**Task directions**. What appears from the first line of the data below through the line containing "display:flex; align-items:center; gap:10px;", both included, should be copied exactly, and nothing else.
##########
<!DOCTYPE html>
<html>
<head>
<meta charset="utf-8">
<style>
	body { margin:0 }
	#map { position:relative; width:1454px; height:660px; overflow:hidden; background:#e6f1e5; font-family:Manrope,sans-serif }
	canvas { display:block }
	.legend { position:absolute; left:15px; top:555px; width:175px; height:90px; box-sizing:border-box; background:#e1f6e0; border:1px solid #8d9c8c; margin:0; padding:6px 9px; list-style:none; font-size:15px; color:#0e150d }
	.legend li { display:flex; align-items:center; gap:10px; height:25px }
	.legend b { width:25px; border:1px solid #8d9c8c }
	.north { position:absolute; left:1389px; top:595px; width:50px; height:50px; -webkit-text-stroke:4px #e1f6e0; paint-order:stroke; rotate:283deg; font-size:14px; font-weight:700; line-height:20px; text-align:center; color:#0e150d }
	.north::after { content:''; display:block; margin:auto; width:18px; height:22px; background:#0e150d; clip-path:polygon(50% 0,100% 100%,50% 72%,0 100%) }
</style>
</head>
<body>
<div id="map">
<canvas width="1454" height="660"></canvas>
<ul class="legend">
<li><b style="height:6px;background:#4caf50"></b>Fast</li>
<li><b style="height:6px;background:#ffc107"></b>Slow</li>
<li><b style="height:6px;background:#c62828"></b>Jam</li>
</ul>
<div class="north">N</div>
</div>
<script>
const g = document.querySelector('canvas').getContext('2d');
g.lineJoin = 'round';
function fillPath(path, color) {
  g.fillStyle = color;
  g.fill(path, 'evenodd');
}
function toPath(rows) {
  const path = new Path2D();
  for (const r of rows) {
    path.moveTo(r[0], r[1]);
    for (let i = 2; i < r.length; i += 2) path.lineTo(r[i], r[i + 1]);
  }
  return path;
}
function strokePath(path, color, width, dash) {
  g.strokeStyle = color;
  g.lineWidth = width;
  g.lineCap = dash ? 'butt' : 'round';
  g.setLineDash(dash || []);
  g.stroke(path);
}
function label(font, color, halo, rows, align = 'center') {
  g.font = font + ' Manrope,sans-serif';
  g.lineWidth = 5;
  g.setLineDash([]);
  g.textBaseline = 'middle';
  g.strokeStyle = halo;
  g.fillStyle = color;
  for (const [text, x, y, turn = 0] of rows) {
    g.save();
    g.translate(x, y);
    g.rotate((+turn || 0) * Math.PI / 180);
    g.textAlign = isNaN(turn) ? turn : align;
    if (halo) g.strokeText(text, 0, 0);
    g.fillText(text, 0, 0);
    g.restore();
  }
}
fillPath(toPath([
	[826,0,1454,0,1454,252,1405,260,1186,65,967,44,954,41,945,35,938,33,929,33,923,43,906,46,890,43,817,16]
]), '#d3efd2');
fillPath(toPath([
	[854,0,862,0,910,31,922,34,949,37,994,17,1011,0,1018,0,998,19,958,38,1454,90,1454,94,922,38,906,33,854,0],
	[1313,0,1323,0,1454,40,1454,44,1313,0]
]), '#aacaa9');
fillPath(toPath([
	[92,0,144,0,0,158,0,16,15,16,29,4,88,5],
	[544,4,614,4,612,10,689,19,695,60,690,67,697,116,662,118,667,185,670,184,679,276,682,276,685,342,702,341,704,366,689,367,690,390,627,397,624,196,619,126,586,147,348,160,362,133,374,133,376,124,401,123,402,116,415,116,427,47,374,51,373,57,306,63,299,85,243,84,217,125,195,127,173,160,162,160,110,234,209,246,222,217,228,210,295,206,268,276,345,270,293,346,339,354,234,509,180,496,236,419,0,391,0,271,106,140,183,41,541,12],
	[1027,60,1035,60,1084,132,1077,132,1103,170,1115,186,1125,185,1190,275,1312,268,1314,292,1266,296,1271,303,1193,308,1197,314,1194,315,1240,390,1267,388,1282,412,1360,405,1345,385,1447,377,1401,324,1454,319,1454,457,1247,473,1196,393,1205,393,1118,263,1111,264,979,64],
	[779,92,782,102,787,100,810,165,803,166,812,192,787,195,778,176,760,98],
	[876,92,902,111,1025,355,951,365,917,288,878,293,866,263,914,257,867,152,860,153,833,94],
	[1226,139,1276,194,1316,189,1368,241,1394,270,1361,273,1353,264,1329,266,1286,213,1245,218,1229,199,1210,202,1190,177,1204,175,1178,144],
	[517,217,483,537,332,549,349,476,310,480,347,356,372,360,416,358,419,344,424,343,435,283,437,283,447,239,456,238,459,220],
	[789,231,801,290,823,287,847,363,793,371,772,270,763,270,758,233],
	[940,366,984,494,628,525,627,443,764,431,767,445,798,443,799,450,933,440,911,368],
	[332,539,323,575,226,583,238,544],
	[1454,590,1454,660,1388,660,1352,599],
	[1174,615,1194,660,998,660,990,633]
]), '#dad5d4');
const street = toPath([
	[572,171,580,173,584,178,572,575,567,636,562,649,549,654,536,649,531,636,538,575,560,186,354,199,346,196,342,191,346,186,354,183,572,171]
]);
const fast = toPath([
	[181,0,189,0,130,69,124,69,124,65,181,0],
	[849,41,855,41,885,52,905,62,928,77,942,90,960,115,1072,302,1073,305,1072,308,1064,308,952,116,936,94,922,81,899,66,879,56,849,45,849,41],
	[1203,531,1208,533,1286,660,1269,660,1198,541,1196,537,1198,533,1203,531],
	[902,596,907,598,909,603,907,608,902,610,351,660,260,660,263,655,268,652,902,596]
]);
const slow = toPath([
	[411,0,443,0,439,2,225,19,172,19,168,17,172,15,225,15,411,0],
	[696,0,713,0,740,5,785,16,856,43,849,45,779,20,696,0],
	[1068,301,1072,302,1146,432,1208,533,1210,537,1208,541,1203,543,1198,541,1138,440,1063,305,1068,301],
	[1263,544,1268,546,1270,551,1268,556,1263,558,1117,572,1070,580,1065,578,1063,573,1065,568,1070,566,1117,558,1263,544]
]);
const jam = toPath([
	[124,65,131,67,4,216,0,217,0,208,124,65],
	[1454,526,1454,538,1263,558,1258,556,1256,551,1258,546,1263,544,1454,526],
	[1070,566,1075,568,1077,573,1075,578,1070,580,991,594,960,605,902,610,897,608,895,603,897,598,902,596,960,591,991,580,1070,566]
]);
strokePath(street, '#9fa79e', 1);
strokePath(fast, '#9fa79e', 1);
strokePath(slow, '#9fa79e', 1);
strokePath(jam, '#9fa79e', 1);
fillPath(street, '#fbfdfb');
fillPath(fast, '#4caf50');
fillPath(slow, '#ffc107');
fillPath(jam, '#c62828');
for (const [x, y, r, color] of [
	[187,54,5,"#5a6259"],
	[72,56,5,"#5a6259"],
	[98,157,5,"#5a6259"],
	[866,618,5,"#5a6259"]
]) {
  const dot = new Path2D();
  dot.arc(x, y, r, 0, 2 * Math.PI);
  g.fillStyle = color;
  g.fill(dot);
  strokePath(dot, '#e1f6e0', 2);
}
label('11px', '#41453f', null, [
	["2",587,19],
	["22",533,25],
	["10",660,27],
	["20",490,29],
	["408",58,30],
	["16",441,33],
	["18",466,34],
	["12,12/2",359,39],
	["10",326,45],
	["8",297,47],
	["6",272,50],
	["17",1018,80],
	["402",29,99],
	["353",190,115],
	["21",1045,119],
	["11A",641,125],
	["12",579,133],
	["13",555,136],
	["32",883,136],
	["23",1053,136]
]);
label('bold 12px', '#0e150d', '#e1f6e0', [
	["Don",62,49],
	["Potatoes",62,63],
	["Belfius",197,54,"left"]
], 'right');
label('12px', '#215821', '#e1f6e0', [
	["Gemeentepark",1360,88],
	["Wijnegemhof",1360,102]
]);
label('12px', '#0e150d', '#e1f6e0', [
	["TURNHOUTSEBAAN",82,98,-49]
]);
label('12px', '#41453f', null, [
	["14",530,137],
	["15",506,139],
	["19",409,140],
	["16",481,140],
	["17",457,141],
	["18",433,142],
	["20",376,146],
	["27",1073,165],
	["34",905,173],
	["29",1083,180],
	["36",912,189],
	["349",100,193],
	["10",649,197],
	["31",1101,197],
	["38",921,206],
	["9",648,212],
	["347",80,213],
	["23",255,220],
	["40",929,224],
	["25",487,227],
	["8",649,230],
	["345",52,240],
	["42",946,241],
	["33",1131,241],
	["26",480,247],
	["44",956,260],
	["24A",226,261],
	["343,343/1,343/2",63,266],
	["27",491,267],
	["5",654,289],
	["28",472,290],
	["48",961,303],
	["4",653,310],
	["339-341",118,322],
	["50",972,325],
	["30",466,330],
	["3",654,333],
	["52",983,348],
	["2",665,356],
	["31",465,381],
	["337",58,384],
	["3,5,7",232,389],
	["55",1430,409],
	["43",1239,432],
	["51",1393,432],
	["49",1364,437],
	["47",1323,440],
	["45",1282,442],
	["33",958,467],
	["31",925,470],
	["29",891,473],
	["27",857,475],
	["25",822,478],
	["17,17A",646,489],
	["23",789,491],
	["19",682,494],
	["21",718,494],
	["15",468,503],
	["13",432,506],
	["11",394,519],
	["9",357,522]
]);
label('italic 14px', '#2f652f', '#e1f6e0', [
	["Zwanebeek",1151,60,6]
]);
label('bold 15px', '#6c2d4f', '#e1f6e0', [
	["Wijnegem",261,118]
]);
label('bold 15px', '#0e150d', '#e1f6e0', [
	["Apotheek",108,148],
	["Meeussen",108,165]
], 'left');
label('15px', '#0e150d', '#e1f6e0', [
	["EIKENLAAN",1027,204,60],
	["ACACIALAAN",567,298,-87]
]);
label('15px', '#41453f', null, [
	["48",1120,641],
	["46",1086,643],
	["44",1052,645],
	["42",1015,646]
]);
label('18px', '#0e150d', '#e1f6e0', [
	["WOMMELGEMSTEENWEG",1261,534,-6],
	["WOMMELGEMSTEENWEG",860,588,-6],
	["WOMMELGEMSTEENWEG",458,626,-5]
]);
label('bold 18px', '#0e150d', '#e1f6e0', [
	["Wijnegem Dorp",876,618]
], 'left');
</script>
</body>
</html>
##########
**Response to this task**.
<!DOCTYPE html>
<html>
<head>
<meta charset="utf-8">
<style>
	body { margin:0 }
	#map { position:relative; width:1454px; height:660px; overflow:hidden; background:#e6f1e5; font-family:Manrope,sans-serif }
	canvas { display:block }
	.legend { position:absolute; left:15px; top:555px; width:175px; height:90px; box-sizing:border-box; background:#e1f6e0; border:1px solid #8d9c8c; margin:0; padding:6px 9px; list-style:none; font-size:15px; color:#0e150d }
	.legend li { display:flex; align-items:center; gap:10px; height:25px }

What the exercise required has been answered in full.